İstinaf talebinde bulunan davalı … Sigorta AŞ vekili ile davalı … vekilinin davacı …’nun maddi tazminat talebinin kabulüne dair ileri sürdükleri istinaf sebeplerinin incelenmesinde, mahkemece, yargılamanın HMK’da düzenlenen usul kurallarına uygun olarak yapılmış olduğu, kamu düzenine aykırılık hallerinin bulunmadığı, dava dosyası içerisindeki bilgi ve belgelere, ilk derece mahkeme kararının gerekçesinde dayanılan delillerin tartışılıp, değerlendirilmesinde usul ve yasaya aykırı bir yön bulunmadığı, , oluşa ve dosya kapsamına uygun olarak düzenlenen bilirkişi raporundaki kusur tespitinin benimsenmesinde bir usulsüzlük bulunmadığı, davacıların kazadaki yaralanmalarından kaynaklanan kalıcı maluliyeti bulunup bulunmadığı hususunu, kaza tarihi itibariyle yürürlükte olan mevzuat hükümlerine uygun biçimde ve kazadaki yaralanma ile illiyet bağı içinde bulunan durumları irdelemek suretiyle değerlendiren uzman bilirkişi heyeti raporundaki maluliyet oranının benimsenmesinin yerinde olduğu, hükme esas alınan aktüer bilirkişi raporunun hüküm kurmaya elverişli ve denetime açık olduğu anlaşıldığından, davalı … Sigorta AŞ vekili ile davalı … vekilinin istinaf taleplerinin ayrı ayrı esastan reddine karar vermek gerekmiş, aşağıdaki şekilde hüküm kurulmuştur.

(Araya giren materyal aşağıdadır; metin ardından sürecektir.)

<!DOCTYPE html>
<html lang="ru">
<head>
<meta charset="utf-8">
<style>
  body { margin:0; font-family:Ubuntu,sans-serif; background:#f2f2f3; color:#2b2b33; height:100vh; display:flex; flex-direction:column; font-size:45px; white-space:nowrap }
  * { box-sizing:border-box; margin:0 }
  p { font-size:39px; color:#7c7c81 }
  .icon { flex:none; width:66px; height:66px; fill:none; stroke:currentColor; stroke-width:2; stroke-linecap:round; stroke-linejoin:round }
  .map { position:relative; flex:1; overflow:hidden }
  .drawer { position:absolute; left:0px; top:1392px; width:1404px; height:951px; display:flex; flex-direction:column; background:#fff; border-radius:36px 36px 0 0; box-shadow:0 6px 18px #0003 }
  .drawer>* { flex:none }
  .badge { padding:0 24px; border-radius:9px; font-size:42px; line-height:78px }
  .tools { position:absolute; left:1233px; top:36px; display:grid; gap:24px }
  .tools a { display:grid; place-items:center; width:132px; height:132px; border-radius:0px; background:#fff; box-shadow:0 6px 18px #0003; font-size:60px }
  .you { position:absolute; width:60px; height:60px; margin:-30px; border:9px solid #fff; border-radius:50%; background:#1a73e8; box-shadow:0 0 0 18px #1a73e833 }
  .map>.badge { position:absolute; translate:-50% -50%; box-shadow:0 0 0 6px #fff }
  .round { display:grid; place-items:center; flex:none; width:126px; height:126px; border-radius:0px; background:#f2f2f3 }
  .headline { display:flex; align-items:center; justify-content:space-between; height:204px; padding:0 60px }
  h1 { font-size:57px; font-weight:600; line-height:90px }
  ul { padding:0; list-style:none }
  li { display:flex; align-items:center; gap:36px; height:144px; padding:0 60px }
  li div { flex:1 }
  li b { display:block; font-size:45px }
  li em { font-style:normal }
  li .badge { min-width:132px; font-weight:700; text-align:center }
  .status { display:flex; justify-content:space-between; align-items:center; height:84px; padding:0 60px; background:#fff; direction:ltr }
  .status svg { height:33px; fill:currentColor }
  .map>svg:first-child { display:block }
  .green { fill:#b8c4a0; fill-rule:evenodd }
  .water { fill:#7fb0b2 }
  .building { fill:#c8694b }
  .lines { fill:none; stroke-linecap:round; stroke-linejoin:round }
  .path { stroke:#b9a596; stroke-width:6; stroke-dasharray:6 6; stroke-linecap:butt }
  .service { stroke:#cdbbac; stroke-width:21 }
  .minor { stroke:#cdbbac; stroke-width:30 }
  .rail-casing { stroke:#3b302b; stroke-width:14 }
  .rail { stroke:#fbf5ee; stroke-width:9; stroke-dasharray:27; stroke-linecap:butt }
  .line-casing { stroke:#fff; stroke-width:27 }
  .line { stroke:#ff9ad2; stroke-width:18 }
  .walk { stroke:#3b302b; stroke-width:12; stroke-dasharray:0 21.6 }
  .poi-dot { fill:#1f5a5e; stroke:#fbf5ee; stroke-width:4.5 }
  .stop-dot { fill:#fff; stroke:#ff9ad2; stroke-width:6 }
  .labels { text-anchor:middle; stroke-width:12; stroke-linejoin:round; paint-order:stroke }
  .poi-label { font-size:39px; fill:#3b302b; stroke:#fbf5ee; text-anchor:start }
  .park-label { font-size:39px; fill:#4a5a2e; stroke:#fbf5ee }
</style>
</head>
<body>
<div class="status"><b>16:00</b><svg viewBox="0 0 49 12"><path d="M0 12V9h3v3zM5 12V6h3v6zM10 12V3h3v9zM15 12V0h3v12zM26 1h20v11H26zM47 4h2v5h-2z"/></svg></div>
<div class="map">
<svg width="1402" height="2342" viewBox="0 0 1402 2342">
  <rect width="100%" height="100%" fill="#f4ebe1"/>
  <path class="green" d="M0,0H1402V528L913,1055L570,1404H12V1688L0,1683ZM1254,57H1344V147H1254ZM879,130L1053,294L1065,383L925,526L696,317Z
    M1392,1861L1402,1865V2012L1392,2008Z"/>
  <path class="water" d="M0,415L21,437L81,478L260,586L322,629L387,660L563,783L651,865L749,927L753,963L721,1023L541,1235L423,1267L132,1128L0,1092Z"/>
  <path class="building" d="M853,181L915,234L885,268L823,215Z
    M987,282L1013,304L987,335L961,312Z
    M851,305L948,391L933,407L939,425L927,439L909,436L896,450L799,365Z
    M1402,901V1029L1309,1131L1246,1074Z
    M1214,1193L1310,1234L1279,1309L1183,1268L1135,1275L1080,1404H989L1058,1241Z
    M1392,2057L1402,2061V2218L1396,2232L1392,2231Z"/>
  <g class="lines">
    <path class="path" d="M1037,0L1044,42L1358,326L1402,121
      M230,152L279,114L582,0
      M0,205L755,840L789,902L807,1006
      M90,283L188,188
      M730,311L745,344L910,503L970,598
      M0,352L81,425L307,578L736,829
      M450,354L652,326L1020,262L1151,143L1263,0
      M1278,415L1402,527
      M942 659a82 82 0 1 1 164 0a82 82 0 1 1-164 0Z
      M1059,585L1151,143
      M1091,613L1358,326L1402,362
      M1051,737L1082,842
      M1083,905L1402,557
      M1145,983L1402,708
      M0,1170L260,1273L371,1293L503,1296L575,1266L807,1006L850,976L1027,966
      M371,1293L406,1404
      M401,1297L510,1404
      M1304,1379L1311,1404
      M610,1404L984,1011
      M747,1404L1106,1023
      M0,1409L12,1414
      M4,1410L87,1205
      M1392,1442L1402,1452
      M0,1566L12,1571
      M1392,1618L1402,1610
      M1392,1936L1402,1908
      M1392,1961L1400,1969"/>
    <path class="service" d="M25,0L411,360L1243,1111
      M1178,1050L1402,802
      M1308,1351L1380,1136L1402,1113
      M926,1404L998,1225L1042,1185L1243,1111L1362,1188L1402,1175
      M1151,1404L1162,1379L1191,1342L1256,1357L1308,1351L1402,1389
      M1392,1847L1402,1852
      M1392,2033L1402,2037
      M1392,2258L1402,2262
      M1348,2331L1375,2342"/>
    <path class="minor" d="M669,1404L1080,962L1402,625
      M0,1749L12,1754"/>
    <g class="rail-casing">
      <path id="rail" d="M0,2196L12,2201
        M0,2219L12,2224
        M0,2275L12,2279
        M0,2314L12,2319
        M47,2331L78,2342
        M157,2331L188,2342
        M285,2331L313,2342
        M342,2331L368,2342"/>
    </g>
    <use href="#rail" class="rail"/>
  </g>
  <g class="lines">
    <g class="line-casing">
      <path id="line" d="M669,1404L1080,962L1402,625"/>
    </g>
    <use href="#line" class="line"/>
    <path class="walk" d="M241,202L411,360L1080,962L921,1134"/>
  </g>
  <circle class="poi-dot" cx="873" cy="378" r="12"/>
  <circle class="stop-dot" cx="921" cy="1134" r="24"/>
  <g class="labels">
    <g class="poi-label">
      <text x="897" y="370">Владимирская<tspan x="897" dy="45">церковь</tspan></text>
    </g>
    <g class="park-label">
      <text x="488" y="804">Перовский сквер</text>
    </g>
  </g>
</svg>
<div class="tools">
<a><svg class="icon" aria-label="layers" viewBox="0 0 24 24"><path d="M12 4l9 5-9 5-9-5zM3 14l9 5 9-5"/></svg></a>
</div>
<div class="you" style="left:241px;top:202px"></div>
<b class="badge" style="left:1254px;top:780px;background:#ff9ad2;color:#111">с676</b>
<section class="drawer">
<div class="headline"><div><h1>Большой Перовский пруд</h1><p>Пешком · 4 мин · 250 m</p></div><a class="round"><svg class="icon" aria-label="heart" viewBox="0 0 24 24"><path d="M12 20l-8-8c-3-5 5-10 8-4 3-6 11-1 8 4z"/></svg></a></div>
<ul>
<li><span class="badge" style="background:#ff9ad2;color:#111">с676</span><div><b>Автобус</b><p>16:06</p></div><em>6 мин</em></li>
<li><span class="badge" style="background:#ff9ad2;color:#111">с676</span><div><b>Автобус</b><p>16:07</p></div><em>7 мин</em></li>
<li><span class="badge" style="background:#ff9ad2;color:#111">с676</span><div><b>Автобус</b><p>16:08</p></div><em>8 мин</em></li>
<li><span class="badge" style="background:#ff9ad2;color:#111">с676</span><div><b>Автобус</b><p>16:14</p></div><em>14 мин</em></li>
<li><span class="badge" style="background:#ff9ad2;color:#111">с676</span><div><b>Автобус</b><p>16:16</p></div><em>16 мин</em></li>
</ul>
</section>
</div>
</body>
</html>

HÜKÜM: Yukarıda açıklanan nedenlerle :
1-Erzurum Asliye Ticaret Mahkemesi’nce verilen 08.10.2020 tarih ve 2017/185 Esas, 2020/295 Karar sayılı hükmünde, davacı … lehine kısmen kabul edilen maddi tazminat miktarı göz önüne alındığında, miktar itibariyle kesin olması nedeniyle Hukuk Muhakemeleri Kanunu’nun 341/2. maddesi gereğince davalı … vekili ile davalı …………….Sigorta A.Ş.( … Sigorta A.Ş.) vekilinin istinaf kanun yolu başvurusunun USULDEN REDDİNE,
2-Erzurum Asliye Ticaret Mahkemesi’nce verilen 08.10.2020 tarih ve 2017/185 Esas, 2020/295 Karar sayılı hüküm usul ve esas yönünden hukuka uygun bulunduğundan davalı … vekili ile davalı ……….. Sigorta A.Ş.( … Sigorta A.Ş.) vekilinin istinaf kanun yolu başvurularının 6100 sayılı HMK’nın 353/(1)-b-1. maddesi uyarınca ayrı ayrı ESASTAN REDDİNE,
3-Başvuru sırasında alınması gerekli; maddi tazminat yönünden 13.666,53-TL ile manevi tazminat yönünden 2.049,30-TL’nin toplamı 15.715,83-TL harçtan peşin alınan 3.928,97-TL harcın mahsubu ile bakiye 11.786,86-TL harcın davalı …’dan alınarak hazineye irat kaydına,
4-Başvuru sırasında alınması gerekli 13.666,53-TL harçtan peşin alınan 3.416,65-TL harcın mahsubu ile bakiye 10.249,88-TL harcın davalı ………… Sigorta A.Ş.( … Sigorta A.Ş.)’den alınarak hazineye irat kaydına,
5-İstinaf başvurusunda bulunan davalı … ile davalı ………… Sigorta A.Ş.(… Sigorta A.Ş.) tarafından yapılan yargılama giderlerinin kendi üzelerinde bırakılmasına,
6-İstinaf incelemesi duruşmasız yapıldığından istinaf kanun yoluna başvuran davalı … ile davalı …………… Sigorta A.Ş.(… Sigorta A.Ş.) aleyhine vekalet ücretine hükmedilmesine yer olmadığına,
7-Kararın kesinleştirme ve gider avansı ikmali/iadesi işlemlerinin yerel mahkemece yerine getirilmesine,
8-Gerekçeli kararın tebliği ve harç ikmali/iadesi işlemlerinin Dairemizce yerine getirilmesine,
Dosya üzerinden yapılan inceleme neticesinde, davacı … yönünden mahkemece kabul edilen maddi tazminat miktarı nazara alınarak, bu maddi tazminat yönünden miktar itibariyle verilen usulden reddine dair kararın KESİN, diğer davacı … yönünden kabul edilen maddi tazminat ile davacılara yönelik kısmen kabul edilen manevi tazminat yönünden, değerlendirilen ve esastan reddine yönelik verilen kararın HMK’nın 361 ve 362. maddeleri uyarınca gerekçeli kararın tebliğ tarihinden itibaren 2 haftalık süresi içinde Yargıtay’a temyiz yolu açık olmak üzere 27.09.2021 tarihinde oy birliği ile karar verildi.